Elle était pour ainsi dire étrangère, quoiqu’elle fût née en France ; son père était mort, sa mère partait pour l’Angleterre, elle y pouvait mourir ; peut-être cette mère venait-elle de lui dire un éternel adieu ; peut-être au premier jour annoncerait-on à sa fille qu’elle était orpheline ; et moi j’en étais une ; mes infortunes allaient bien au-delà de celles qu’elle avait à appréhender, mais je la voyais en danger d’éprouver une partie des miennes. Je songeais donc que son sort pourrait avoir bientôt quelque ressemblance avec le mien, et cette réflexion m’attachait encore plus à elle ; il me semblait voir en elle une personne qui était plus réellement ma compagne qu’une autre.

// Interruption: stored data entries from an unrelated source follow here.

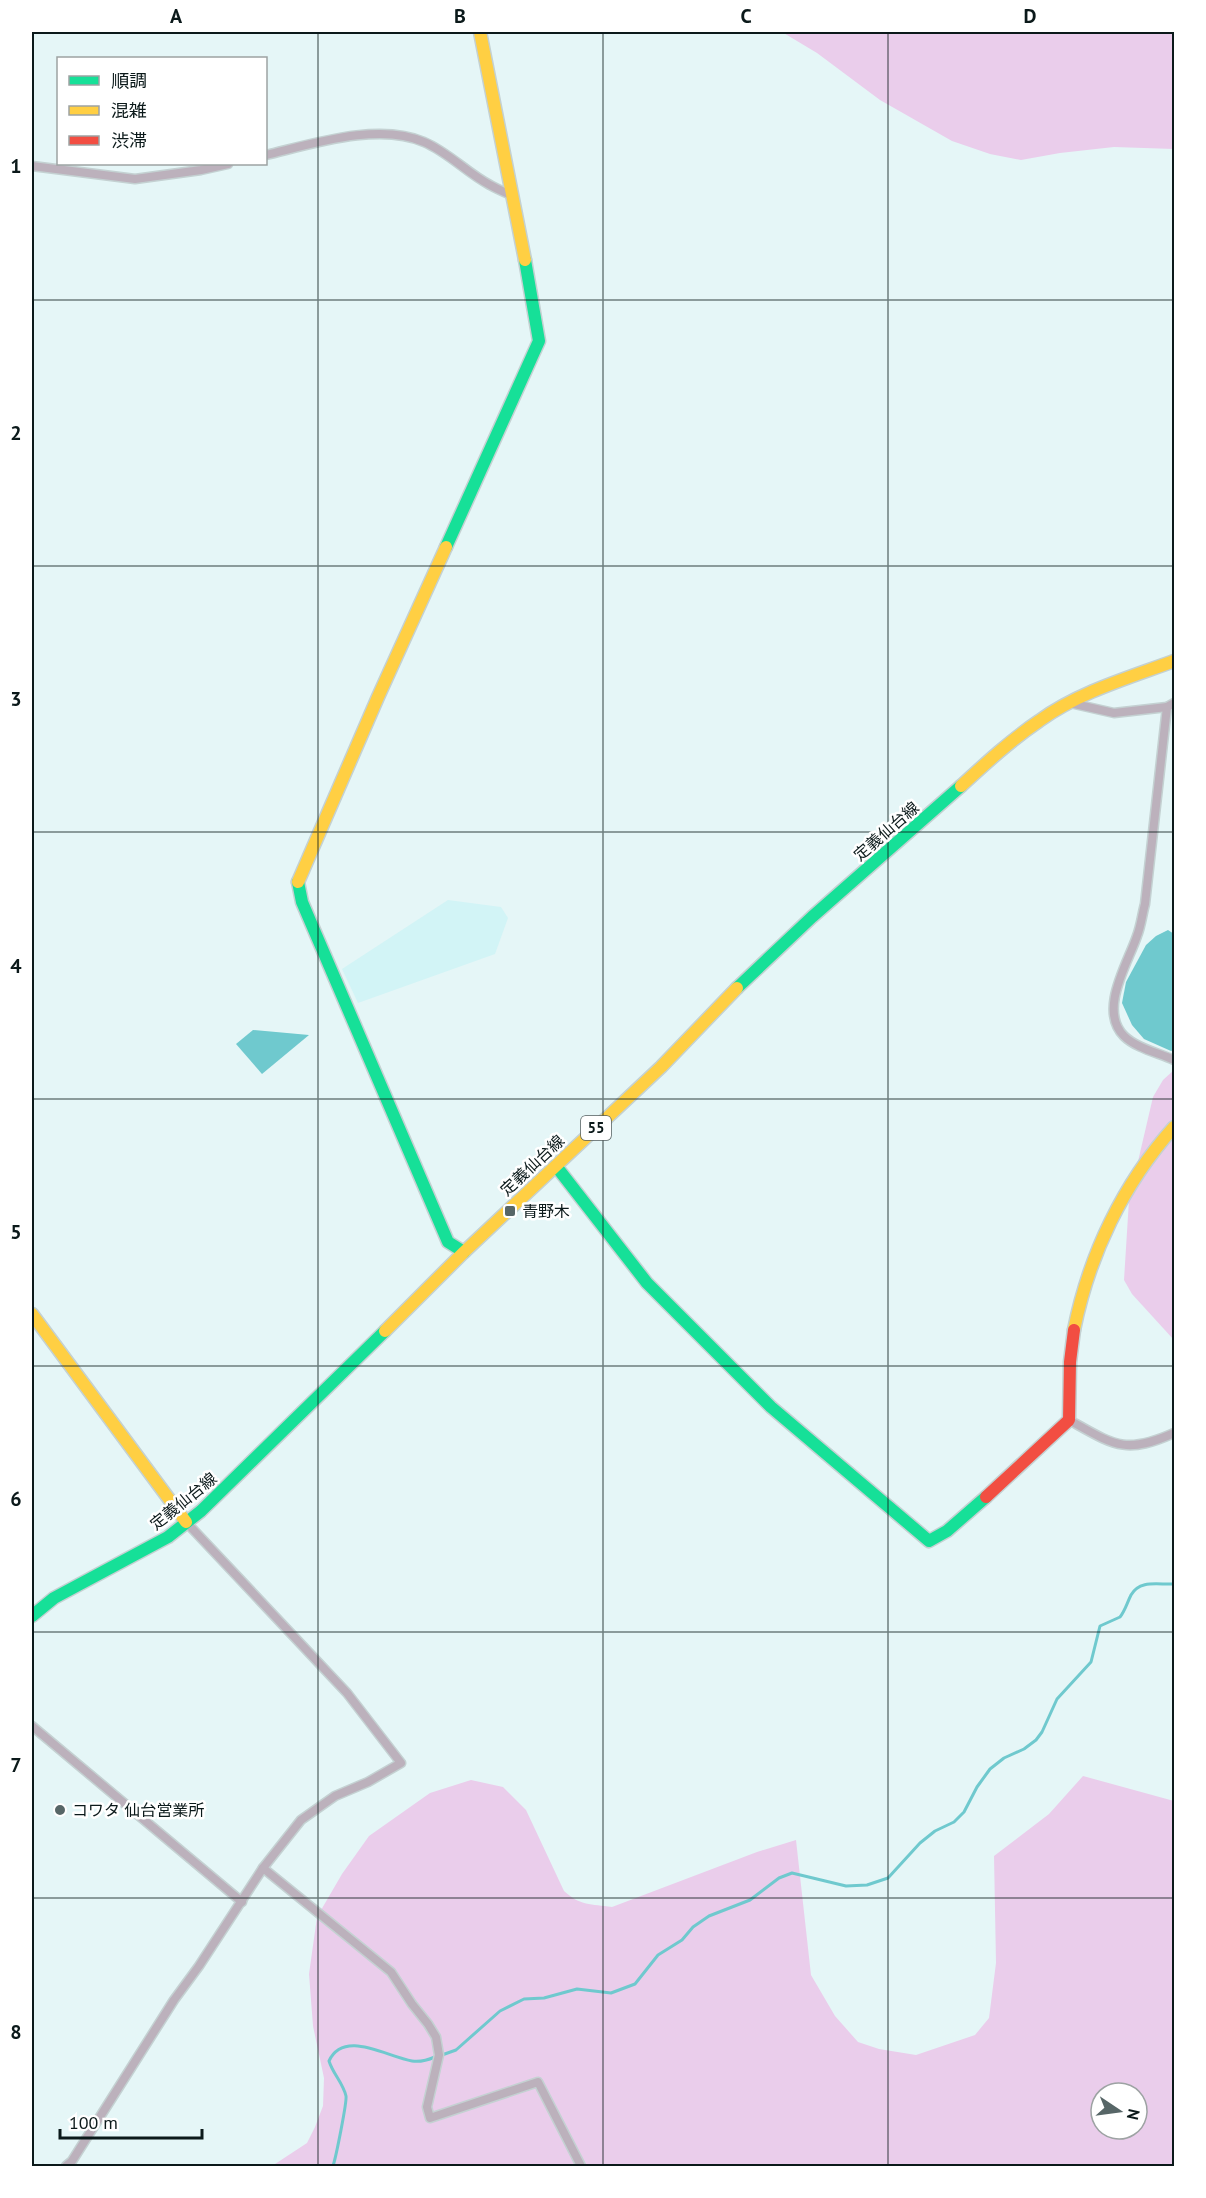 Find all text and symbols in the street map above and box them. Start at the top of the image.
text: A [170,3,183,29]
text: B [454,3,466,29]
text: C [740,3,752,29]
text: D [1024,3,1037,29]
legend [57,57,267,165]
text: 順調 [111,69,147,92]
text: 混雑 [111,99,147,122]
text: 渋滞 [111,129,147,152]
text: 1 [10,153,22,179]
text: 2 [10,420,22,446]
text: 3 [10,686,22,712]
street label: 定義仙台線 [849,797,923,865]
text: 4 [10,953,22,979]
road number: 55 [581,1116,611,1140]
street label: 定義仙台線 [496,1130,568,1200]
place label: 青野木 [522,1201,570,1221]
marker: 青野木 [503,1204,517,1218]
text: 5 [10,1219,22,1245]
street label: 定義仙台線 [146,1468,220,1534]
text: 6 [10,1486,22,1512]
text: 7 [10,1752,22,1778]
place label: コワタ 仙台営業所 [72,1800,204,1820]
marker: コワタ 仙台営業所 [53,1803,67,1817]
text: 8 [10,2019,22,2045]
north arrow [1089,2081,1149,2141]
scale bar [60,2102,202,2140]
text: N [1123,2107,1145,2122]
text: 100 m [69,2111,118,2134] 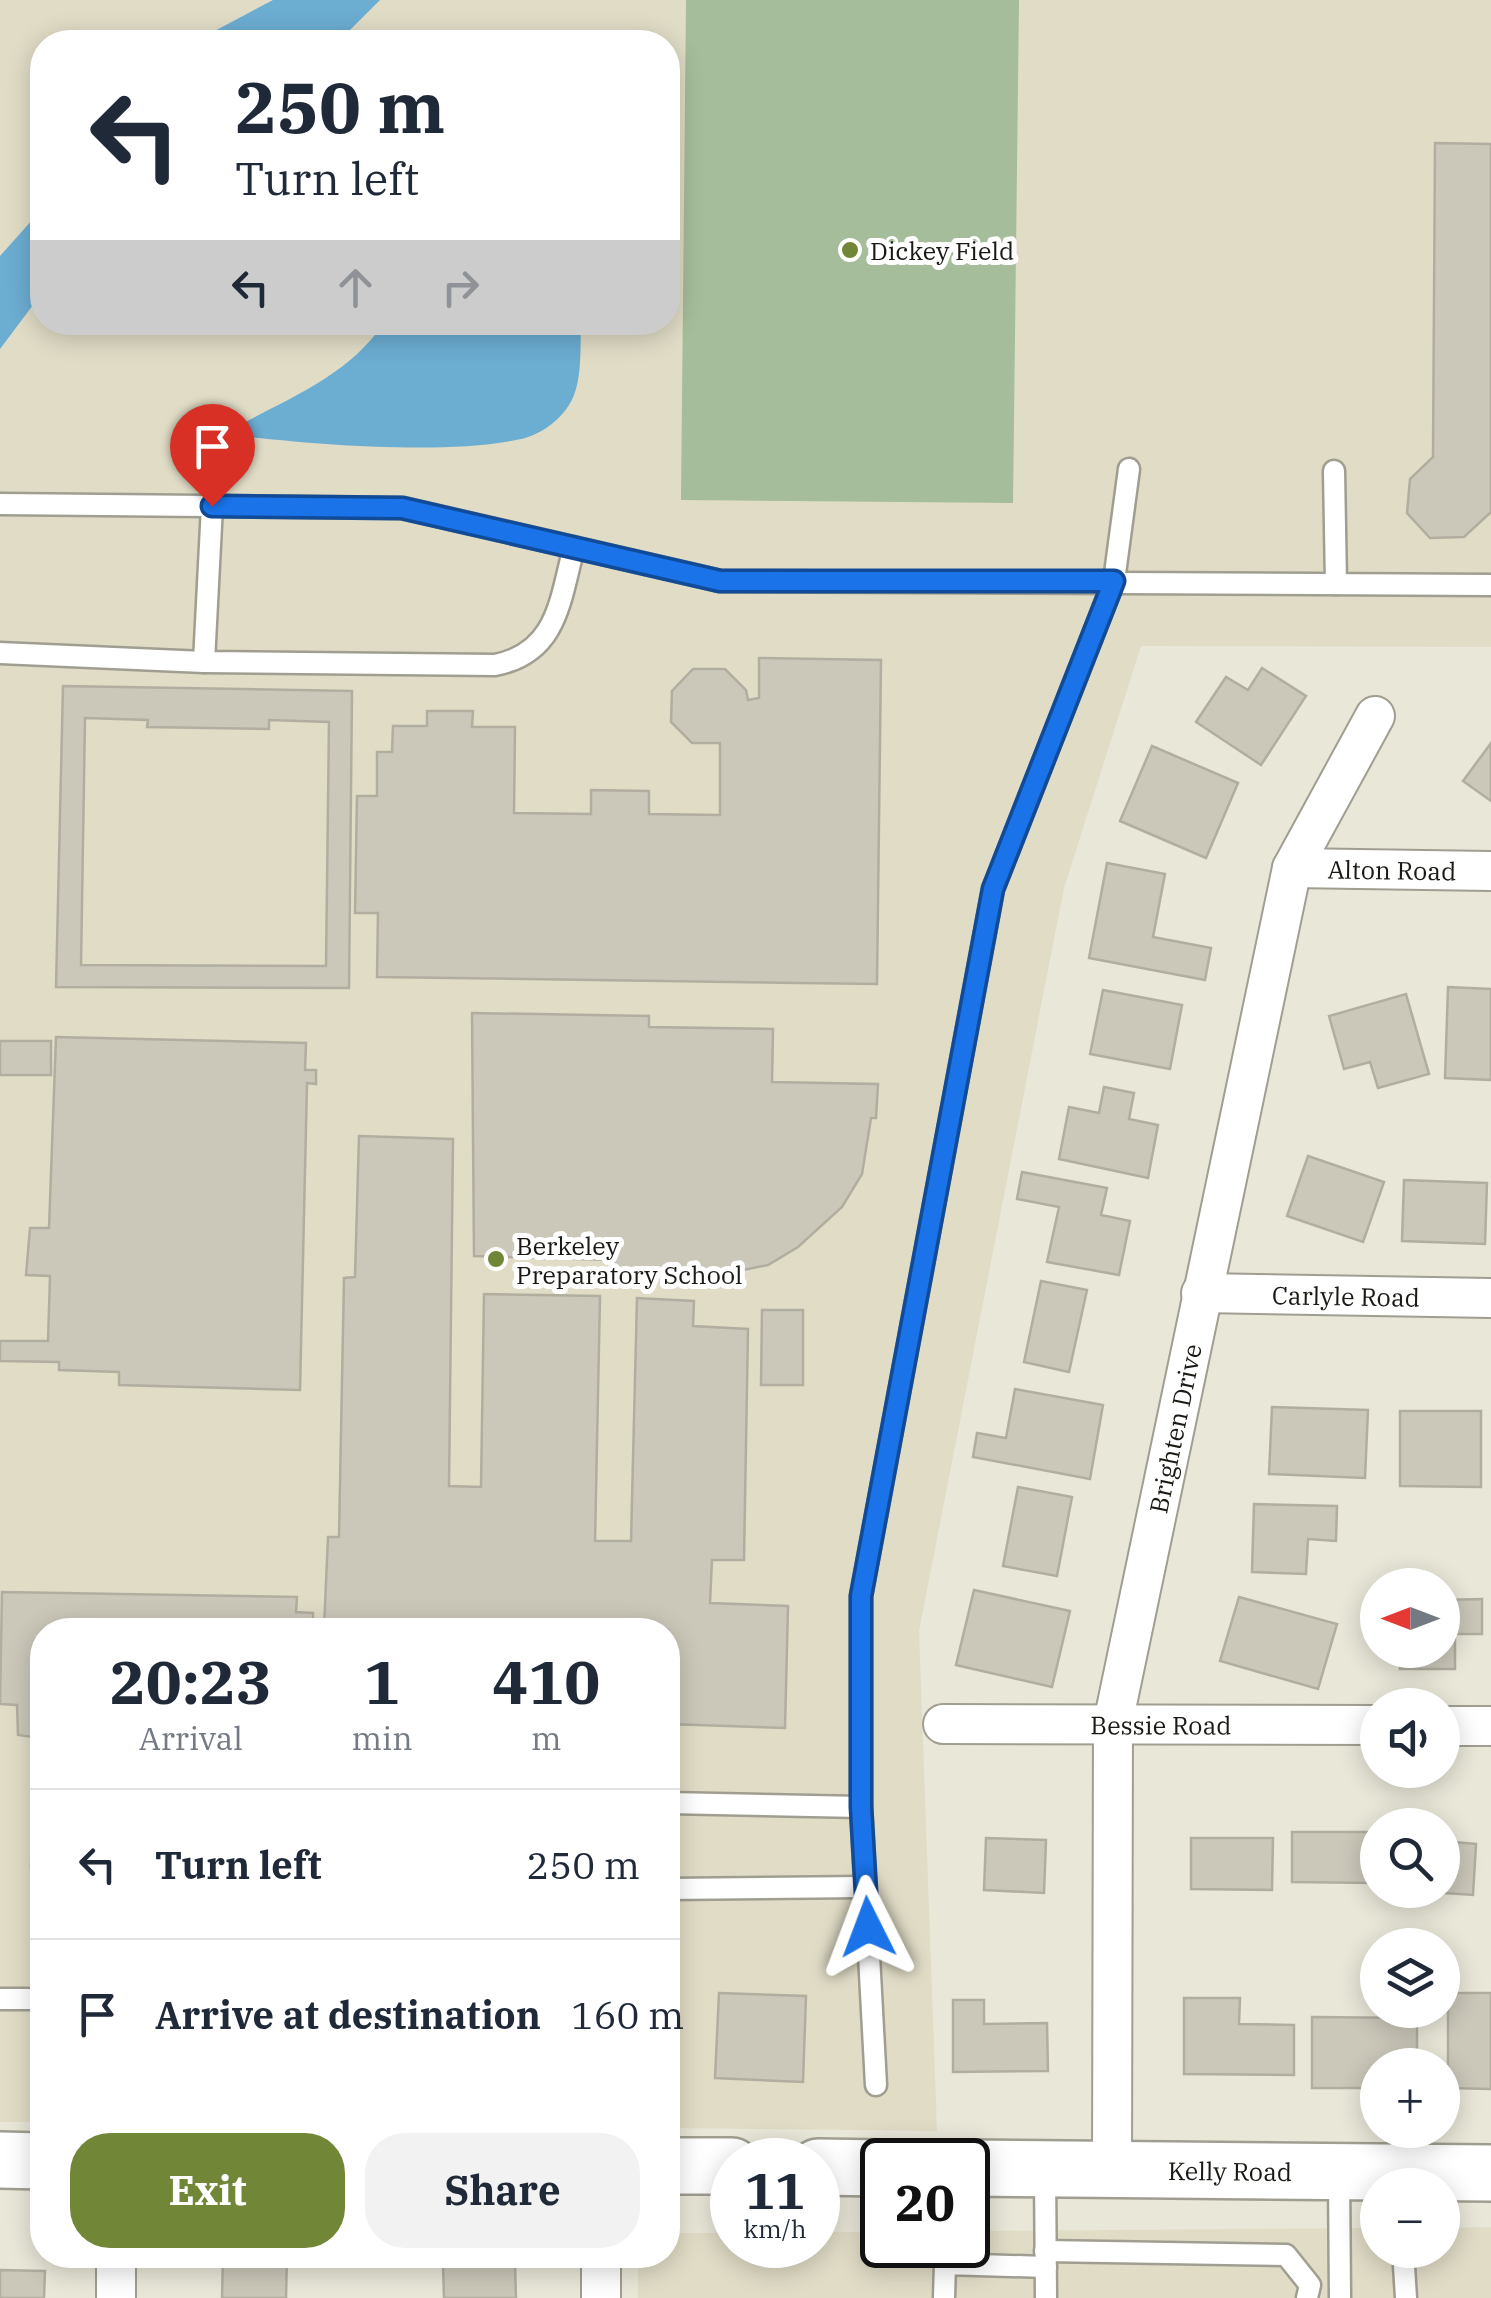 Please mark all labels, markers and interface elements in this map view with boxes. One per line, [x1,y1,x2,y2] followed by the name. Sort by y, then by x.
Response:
[235,61,445,152] text: 250 m
[70,70,200,200] icon: left
[235,149,419,207] text: Turn left
[870,234,1014,267] place label: Dickey Field
[839,239,861,261] marker: Dickey Field
[223,260,278,315] icon: left
[328,260,383,315] icon: ahead
[433,260,488,315] icon: right
[170,404,255,507] pin
[185,419,240,474] icon: arrive
[1327,852,1457,887] street label: Alton Road
[516,1229,743,1291] place label: Berkeley Preparatory School
[485,1248,507,1270] marker: Berkeley Preparatory School
[1272,1278,1420,1313] street label: Carlyle Road
[1141,1341,1208,1516] street label: Brighten Drive
[1360,1568,1460,1668] north arrow
[1360,1568,1460,2268] map controls
[110,1642,272,1721] text: 20:23
[364,1642,400,1721] text: 1
[492,1642,600,1721] text: 410
[1360,1688,1460,1788] button: sound
[1090,1708,1232,1741] street label: Bessie Road
[139,1717,243,1759] text: Arrival
[352,1717,413,1759] text: min
[531,1717,562,1759] text: m
[1360,1808,1460,1908] button: search
[70,1837,125,1892] icon: left
[155,1840,322,1889] text: Turn left
[527,1840,640,1889] text: 250 m
[816,1875,920,1979] position arrow
[1360,1928,1460,2028] button: layers
[70,1987,125,2042] icon: arrive
[155,1990,541,2039] text: Arrive at destination
[571,1990,684,2039] text: 160 m
[1360,2048,1460,2148] button: +
[70,2133,345,2248] button: Exit
[365,2133,640,2248] button: Share
[860,2138,990,2268] speed limit sign: 20
[1168,2153,1292,2188] street label: Kelly Road
[745,2158,805,2223] text: 11
[1360,2168,1460,2268] button: −
[743,2212,807,2245] text: km/h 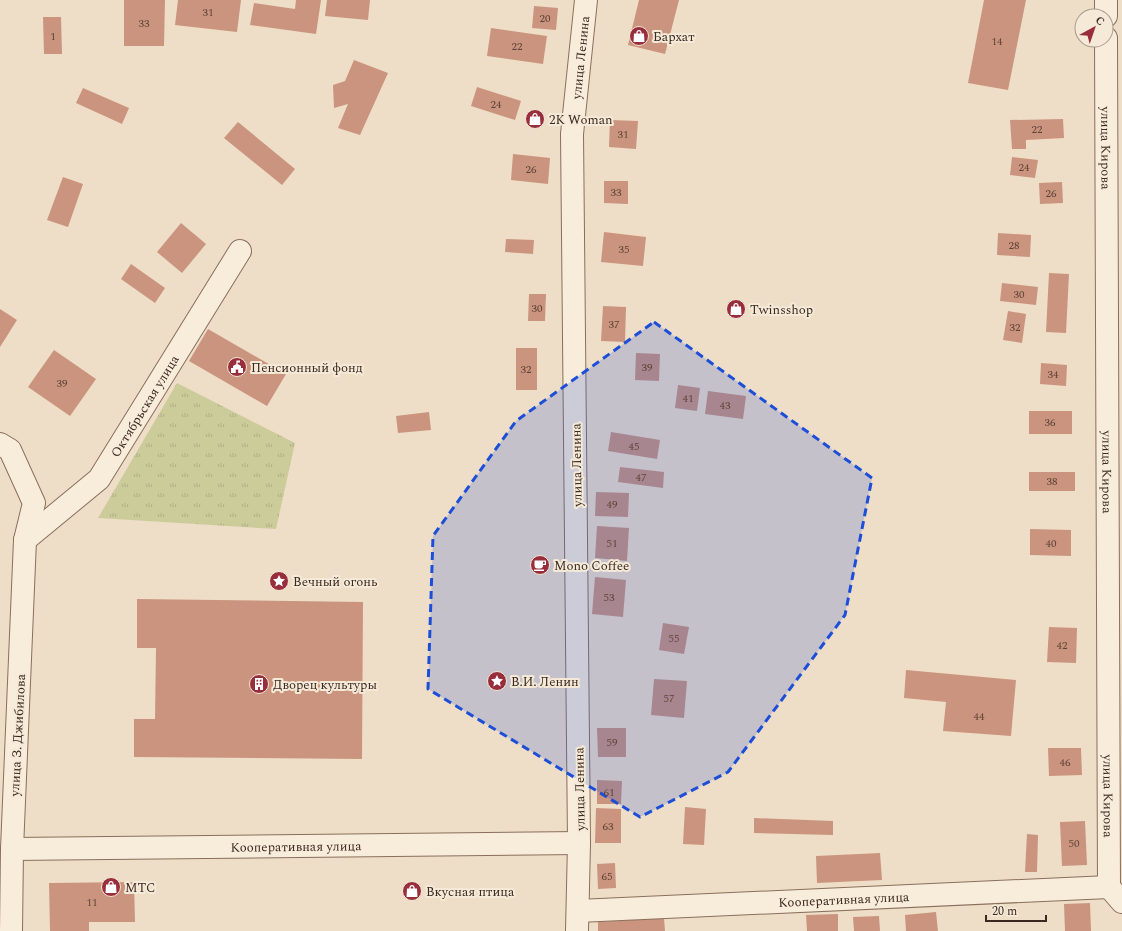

Elle me confiait son affliction ; et, dans l’attendrissement où nous étions toutes deux, dans cette effusion de sentiments tendres et généreux à laquelle nos cœurs s’abandonnaient, comme elle m’entretenait des malheurs de sa famille, je lui racontai aussi les miens, et les racontai à mon avantage, non par aucune vanité, prenez garde, mais, ainsi que je l’ai déjà dit, par un pur effet de la disposition d’esprit où je me trouvais. Mon récit devint intéressant ; je le fis, de la meilleure foi du monde, dans un goût tragique ; je parlai en déplorable victime du sort, en héroïne de roman, qui ne disait pourtant rien que de vrai, mais qui ornait la vérité de tout ce qui pouvait la rendre touchante, et me rendre moi-même une infortunée respectable.

En un mot, je ne mentis en rien, je n’en étais pas capable, mais je peignis dans le grand : mon sentiment me menait ainsi sans que j’y pensasse.

Aussi la belle Varthon m’écoutait-elle en me plaignant, en soupirant avec moi, en mêlant ses larmes avec les miennes ; car nous en répandions toutes deux : elle pleurait sur moi, je pleurais sur elle.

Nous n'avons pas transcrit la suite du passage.